Asia, Coal Fired, Energy Efficiency, Renewables

‘The 21st century is going to be the Asian century’

Issue 9 and Volume 22.

Credit: Dreamstime
Credit: Dreamstime

 

How Asia is going to meet its rocketing energy demand – and if it can meet it sustainably – was one of the key issues addressed in the conferences and on the exhibition floor at POWER-GEN Asia in Kuala Lumpur, writes Kelvin Ross

 

While Europe’s power sector stagnates, plagued by mothballing of plants and policy uncertainty, Asia’s thirst for more electricity is driving a boom for domestic and international energy firms alike.

At POWER-GEN Asia in Kuala Lumpur last month the question of how Asia would meet its energy needs was addressed, with one word summing up the answer: coal.

At the opening keynote ceremony, Zainudin bin Ibrahim, vice-president of generation at Tenaga Nasional Berhad (TNB), Malaysia’s biggest power company, forecast that Malaysia is set to use 40 million tonnes of coal a year by 2020 to meet its energy demands.

He said that the “forward momentum” of the country’s economy was pushing up energy demand, which last year rose by 3.8 per cent. Some 44.5 per cent of the Malaysian peninsula’s energy supply comes from coal and he said this is only going to increase, as natural gas resources are disappearing.

And he added that these statistics should be enough to drive home the need for a shift in energy strategy in the country. “If ever there was a need for the industry to collaborate on the way forward, it is now. There is a common interest to develop a modern power system that is smart and sustainable.”

Indeed, smart and sustainable are the key words driving what he called a “transformation” of TNB’s business, with the focus now on delivering only the most high-efficiency power plants, and he added that this transformation would enable the company – and the country – to make “a quantum leap” into a modern power mix.

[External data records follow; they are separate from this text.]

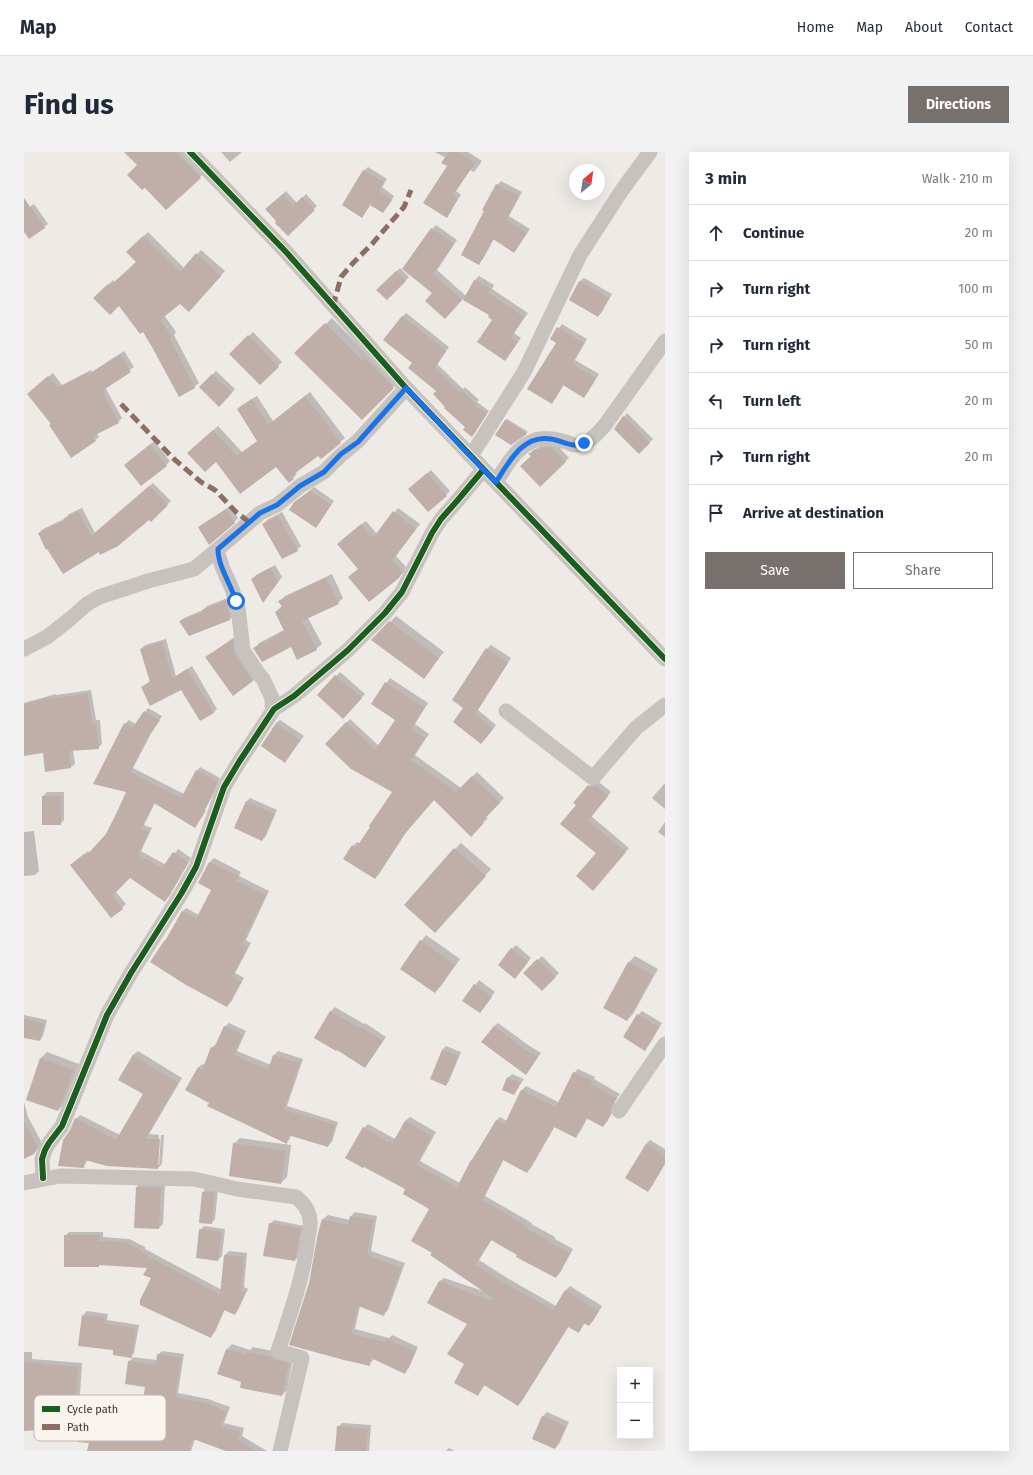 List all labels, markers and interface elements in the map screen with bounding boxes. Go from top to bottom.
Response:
text: Map [20,16,57,39]
text: Home [797,19,834,36]
text: Map [856,19,883,36]
text: About [905,19,943,36]
text: Contact [965,19,1013,36]
button: Directions [908,86,1009,123]
text: Find us [24,88,114,121]
north arrow [569,164,605,200]
text: 3 min [705,168,747,189]
text: Walk · 210 m [922,171,993,186]
icon: ahead [705,222,727,244]
text: Continue [743,224,804,242]
text: 20 m [965,225,993,240]
icon: right [705,278,727,300]
text: Turn right [743,280,810,298]
text: 100 m [958,281,993,296]
icon: right [705,334,727,356]
text: Turn right [743,336,810,354]
text: 50 m [965,337,993,352]
icon: left [705,390,727,412]
text: Turn left [743,392,801,410]
text: 20 m [965,393,993,408]
route end [575,434,593,452]
icon: right [705,446,727,468]
text: Turn right [743,448,810,466]
text: 20 m [965,449,993,464]
icon: arrive [705,502,727,524]
text: Arrive at destination [743,504,884,522]
button: Save [705,552,845,589]
button: Share [853,552,993,589]
route start [227,592,245,610]
map controls [617,1367,653,1439]
button: + [617,1367,653,1403]
legend [34,1395,166,1441]
text: Cycle path [67,1403,118,1416]
button: − [617,1403,653,1439]
text: Path [67,1421,89,1434]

Next on stage was the Asian Development Bank’s head of energy, who urged Asia not to tackle its rocketing electricity demand by adopting the attitude that “coal is cheap – let’s pollute”. Anthony Jude said that while coal is readily available and low-cost, it would always be the easy option for those countries struggling to meet spiralling energy demand.

Jude, who is head of the ADB’s Energy Committee, said that $12.2 trillion of energy infrastructure investment would be needed to meet the region’s power needs, but stressed that this must be spent on the right type of plants. He said that if Asia was “going to go down this trajectory” of coal, it was vital that new power plants must burn coal in the cleanest way possible.

He also called for a drive on energy efficiency and regional trading as a way to alleviate the electricity demands of ASEAN nations. Otherwise, he warned, “Asia is going to have serious problems with security of supply and climate change”.

Speaking to PEi on the exhibition floor, Sean Purdie, managing partner for power in the Asia Pacific with Environmental Resources Management, said: “In my experience of 15 years in the power sector in Asia, the highest growth area in terms of risk profile is environmental, social, health and other types of risk – if you like, stakeholder risk: people are aware of what is going on in the environment and what can be done to alleviate the issues and improve their life.” But the issue of environmental impact, while being acknowledged, looks set to come second to the need to provide fast, reliable power.

Seats of power: plenary panel speakers
Seats of power: plenary panel speakers
Credit: Pennwell

Mark Hutchinson, managing director of IHS Energy, said on the sidelines of the conference sessions: “Price is the main driver. Economics trumps environment – sadly to many people. In the current situation, that is the case. Coal wins, sustainability loses.”

The issue of what exactly sustainability means was tackled at the Plenary Panel discussion. I had asked the group of panellists whether it was realistic to expect power-hungry Asian nations to balance energy demand with sustainability.

In reply, the boss of a Malaysian power firm said that “sustainability is about more than CO2 – it’s about economic growth”.

Torstein Dale Sjotveit, chief executive of Sarawak Energy Berhad, said that “people have a very narrow mindset in terms of sustainability”.

“For me, sustainability means a balanced mix between economic growth, technology and environment. It’s not just about making a better environment, so to speak.”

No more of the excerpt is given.